P'iphijot'anoŋ so ihe pharamrumum

REC-PFV-wash-MID 1.SG-ABS on day.summer-PROX-GEN

I washed myself today.

Impersonal Statements:

K'amakowisioŋ khamo thum

PAST-GNO-break-MID plant-ABS 2.SG-GEN

Your plant broke.

Emotions:

Ert'emart'ajaoŋ so rokhin

PRES-IPFV-find-MID 1.SG-ABS happy

I find myself happy.

I feel happy.

SyntaxEdit

StressEdit

The stress of PT is a mostly fixed antepenultimate system with the stress on the 3rd to last syllable. The exception is when there is an ejective in the ultimate or penultimate position. These are treated as special syllables and the closest syllable to the end, the 3rd or closer ejective preceded syllable, will get the stress.

E.g. Nurak'áne = wake up = ejective triggered stress

       Jósaphon = cool/cold = regular antepenultimate stress

Complementizer Clauses Edit

Complementizer clauses are easy because they just use the CONJ "kho" meaning "that".

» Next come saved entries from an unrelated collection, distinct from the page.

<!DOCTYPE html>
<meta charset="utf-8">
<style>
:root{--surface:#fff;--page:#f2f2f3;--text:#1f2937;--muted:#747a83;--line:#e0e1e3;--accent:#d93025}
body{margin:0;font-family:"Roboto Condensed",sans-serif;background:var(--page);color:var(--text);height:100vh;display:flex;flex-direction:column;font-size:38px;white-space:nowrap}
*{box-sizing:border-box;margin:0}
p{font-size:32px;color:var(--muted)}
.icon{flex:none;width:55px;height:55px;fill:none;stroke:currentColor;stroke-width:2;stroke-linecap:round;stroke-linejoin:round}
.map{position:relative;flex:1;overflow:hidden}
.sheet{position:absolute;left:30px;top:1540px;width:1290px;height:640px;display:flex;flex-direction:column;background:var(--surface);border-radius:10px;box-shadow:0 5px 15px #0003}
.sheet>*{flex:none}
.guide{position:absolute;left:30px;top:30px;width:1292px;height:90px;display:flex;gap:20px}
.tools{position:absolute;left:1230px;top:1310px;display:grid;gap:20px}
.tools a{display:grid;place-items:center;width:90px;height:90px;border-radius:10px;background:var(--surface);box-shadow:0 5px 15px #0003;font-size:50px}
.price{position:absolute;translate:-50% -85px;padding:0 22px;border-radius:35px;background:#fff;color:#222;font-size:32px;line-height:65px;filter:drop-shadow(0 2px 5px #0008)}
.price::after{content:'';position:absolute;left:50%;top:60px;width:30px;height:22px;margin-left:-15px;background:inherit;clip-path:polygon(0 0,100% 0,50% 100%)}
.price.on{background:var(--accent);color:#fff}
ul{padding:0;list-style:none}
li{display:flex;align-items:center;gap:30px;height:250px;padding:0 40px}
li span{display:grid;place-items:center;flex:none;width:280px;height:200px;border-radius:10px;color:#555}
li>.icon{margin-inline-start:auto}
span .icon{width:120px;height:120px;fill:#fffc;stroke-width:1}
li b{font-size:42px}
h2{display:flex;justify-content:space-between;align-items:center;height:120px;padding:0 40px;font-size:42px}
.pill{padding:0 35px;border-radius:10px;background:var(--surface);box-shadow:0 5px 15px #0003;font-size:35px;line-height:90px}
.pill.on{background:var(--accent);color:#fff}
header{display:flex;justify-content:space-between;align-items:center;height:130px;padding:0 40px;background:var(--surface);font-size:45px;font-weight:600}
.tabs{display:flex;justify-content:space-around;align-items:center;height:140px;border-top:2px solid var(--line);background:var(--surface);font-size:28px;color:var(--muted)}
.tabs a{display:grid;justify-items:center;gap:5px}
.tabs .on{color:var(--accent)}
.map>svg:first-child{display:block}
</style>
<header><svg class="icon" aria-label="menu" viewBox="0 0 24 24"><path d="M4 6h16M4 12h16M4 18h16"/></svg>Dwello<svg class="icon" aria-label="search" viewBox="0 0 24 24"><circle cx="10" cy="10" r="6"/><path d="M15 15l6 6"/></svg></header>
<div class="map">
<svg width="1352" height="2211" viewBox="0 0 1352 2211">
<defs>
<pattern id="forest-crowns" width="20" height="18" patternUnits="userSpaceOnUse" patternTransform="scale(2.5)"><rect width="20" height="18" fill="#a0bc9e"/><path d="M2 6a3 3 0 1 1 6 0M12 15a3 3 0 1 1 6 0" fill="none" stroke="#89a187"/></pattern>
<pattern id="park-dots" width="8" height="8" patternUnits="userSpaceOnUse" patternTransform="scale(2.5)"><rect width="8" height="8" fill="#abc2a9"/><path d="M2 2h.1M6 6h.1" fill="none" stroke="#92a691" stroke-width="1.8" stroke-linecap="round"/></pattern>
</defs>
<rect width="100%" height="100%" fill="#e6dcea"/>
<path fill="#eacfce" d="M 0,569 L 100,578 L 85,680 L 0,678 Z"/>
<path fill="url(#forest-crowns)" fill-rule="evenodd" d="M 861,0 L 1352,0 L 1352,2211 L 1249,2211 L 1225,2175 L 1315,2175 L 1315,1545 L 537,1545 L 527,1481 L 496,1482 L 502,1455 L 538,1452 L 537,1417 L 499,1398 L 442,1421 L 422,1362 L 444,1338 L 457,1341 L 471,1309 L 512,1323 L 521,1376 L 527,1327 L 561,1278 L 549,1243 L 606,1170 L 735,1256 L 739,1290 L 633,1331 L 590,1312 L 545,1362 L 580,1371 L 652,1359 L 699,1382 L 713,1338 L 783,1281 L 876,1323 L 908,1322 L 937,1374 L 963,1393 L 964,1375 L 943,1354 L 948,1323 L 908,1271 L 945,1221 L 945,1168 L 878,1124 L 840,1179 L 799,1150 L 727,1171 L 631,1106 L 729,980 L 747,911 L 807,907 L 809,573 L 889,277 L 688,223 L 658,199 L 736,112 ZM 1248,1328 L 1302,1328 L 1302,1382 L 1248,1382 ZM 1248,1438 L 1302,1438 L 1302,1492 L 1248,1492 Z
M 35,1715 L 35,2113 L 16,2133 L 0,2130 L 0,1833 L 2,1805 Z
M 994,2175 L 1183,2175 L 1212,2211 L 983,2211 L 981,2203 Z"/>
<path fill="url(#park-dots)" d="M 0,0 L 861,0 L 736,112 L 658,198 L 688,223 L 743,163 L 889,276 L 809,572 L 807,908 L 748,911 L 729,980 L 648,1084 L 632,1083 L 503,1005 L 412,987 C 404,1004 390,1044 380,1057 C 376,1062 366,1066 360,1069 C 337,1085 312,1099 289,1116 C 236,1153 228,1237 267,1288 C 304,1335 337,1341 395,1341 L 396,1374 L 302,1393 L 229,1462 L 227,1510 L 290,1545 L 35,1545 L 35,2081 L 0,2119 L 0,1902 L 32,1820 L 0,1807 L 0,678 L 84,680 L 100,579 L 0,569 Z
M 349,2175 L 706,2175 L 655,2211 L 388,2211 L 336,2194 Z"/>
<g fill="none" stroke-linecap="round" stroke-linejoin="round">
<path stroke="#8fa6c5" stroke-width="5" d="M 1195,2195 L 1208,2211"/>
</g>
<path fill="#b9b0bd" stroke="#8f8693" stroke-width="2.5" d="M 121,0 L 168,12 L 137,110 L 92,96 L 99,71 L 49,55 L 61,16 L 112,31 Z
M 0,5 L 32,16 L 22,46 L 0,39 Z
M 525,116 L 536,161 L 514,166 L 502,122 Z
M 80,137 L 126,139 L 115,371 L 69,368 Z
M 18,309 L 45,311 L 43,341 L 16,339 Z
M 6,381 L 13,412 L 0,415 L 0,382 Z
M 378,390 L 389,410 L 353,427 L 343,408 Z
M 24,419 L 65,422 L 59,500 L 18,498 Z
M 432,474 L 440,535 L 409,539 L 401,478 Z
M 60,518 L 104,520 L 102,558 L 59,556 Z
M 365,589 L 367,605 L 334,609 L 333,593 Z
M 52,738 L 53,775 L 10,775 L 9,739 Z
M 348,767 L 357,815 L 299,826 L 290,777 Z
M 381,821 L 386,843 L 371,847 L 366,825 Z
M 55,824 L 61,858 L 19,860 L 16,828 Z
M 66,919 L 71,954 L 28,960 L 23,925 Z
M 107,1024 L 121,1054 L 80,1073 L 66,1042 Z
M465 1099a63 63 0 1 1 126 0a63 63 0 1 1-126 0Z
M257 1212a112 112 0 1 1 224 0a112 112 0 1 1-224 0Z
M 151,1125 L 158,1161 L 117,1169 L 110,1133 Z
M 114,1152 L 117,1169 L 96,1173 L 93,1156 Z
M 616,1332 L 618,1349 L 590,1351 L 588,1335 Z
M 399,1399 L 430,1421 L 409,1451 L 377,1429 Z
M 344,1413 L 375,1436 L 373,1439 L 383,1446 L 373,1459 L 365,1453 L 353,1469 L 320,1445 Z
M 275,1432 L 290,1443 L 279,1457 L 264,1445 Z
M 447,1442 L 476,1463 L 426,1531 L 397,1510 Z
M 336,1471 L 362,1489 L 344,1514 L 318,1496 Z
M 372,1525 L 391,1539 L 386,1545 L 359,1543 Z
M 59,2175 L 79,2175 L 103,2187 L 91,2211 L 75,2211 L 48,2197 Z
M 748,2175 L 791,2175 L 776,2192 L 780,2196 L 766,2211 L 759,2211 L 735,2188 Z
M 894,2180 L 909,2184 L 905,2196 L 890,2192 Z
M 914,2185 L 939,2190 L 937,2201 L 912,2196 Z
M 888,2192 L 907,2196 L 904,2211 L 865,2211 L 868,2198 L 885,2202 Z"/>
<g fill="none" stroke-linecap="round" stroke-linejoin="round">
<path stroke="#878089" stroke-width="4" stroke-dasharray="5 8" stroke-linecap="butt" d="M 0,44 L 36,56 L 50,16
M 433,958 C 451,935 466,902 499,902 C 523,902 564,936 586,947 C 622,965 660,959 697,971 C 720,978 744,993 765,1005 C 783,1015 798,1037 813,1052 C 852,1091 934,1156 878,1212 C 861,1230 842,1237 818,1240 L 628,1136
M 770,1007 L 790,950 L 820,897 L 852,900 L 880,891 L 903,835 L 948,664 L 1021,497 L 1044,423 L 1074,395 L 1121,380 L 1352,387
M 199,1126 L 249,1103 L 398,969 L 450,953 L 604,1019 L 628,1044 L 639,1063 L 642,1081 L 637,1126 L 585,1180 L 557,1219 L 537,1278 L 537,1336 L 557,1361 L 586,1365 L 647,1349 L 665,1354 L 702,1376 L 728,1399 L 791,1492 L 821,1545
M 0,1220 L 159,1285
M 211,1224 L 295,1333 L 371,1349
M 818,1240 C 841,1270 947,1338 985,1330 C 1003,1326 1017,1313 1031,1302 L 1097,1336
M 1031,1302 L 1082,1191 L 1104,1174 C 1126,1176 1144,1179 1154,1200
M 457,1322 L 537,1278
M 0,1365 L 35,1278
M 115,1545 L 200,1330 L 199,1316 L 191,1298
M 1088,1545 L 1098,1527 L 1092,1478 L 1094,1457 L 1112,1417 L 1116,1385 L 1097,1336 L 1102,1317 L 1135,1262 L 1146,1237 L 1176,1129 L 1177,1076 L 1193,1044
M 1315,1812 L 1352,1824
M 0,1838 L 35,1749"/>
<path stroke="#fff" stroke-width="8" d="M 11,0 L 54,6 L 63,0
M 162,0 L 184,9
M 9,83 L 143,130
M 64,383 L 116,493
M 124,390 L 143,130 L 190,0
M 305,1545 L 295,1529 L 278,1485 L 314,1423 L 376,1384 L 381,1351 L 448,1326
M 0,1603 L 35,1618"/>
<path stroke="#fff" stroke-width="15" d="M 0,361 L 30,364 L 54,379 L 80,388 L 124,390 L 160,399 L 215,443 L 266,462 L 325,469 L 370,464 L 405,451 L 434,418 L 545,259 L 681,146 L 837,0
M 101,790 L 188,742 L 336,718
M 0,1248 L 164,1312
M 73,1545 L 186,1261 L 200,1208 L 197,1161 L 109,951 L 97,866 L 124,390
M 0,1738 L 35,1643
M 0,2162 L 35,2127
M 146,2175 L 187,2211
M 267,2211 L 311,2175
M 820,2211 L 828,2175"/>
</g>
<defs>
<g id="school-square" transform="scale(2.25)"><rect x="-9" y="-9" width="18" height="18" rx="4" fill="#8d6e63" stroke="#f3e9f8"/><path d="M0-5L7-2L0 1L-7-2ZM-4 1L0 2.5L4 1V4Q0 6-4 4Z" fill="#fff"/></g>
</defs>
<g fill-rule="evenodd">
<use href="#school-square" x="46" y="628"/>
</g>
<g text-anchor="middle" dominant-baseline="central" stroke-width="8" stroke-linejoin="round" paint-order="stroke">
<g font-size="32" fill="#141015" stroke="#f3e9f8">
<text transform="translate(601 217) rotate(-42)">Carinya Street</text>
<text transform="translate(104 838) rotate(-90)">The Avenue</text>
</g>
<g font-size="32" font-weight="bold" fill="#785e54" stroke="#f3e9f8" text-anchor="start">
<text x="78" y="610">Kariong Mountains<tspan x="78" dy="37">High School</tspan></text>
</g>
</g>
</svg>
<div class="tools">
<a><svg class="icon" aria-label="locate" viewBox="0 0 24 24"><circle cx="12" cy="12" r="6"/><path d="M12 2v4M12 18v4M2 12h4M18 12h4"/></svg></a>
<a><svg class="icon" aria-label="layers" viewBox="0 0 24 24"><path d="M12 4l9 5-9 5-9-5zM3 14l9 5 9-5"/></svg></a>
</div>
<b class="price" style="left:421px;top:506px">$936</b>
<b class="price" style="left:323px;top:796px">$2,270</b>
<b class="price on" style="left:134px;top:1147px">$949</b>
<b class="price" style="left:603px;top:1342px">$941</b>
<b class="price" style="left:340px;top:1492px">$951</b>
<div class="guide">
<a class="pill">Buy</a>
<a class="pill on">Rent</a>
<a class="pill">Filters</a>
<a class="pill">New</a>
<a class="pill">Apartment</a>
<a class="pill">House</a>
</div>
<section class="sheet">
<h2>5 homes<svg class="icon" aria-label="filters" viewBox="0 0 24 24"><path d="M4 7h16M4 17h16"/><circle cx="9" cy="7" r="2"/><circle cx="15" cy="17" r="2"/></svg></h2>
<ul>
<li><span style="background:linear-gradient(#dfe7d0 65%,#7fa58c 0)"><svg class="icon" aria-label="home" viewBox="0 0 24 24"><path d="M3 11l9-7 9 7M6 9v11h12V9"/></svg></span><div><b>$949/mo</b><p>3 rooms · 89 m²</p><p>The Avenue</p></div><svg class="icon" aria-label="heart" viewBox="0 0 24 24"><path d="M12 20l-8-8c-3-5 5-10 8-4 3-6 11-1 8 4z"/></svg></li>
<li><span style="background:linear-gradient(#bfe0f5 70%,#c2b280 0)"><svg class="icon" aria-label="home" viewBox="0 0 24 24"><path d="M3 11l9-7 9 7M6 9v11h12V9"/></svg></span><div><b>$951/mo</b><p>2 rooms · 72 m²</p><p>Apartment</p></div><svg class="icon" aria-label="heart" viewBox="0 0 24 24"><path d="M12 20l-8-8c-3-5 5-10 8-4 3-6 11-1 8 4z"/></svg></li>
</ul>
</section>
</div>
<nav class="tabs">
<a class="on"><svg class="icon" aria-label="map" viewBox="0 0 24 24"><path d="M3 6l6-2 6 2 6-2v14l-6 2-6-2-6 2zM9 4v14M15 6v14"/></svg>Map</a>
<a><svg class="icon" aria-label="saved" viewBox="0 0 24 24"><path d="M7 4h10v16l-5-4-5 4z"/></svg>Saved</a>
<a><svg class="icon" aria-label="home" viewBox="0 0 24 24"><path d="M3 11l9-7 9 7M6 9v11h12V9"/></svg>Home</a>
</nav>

E.g. I said that I was hungry.

I dreamt that I flew in the sky.

Relative Clauses Edit

Relative clause are a bit more complicated than C clauses. The only thing that can be relativized is the absolutive case and PPs. This ABS must be lined up between the two clauses

Prepositional Phrases Edit

PPs are easy to relativize. The object of the P is replaced with a pronoun with the correct case, and is placed between the two sentences.

E.g. The day I met you was a good day.

Was day good on it met I you.

PAST-GNO-be day.summer-ABS good-ABS on 3.SG-GEN PAST-INCEP-know 1.SG-ERG 2.SG-ACC

Amir pharam k'orthio ihe mum aŋsajaman se thu.

Ergative Edit

To relativize the ergative argument, the clause must use the antipassive voice to turn ERG into ABS.

Accusative Edit

To relative the accusative argument, use the passive voice to turn ACC into ABS.

Other Cases Edit

To relativize other cases, the most common strategy is using a separate sentence.

E.g. I cut the bread with a knife. It was sharp.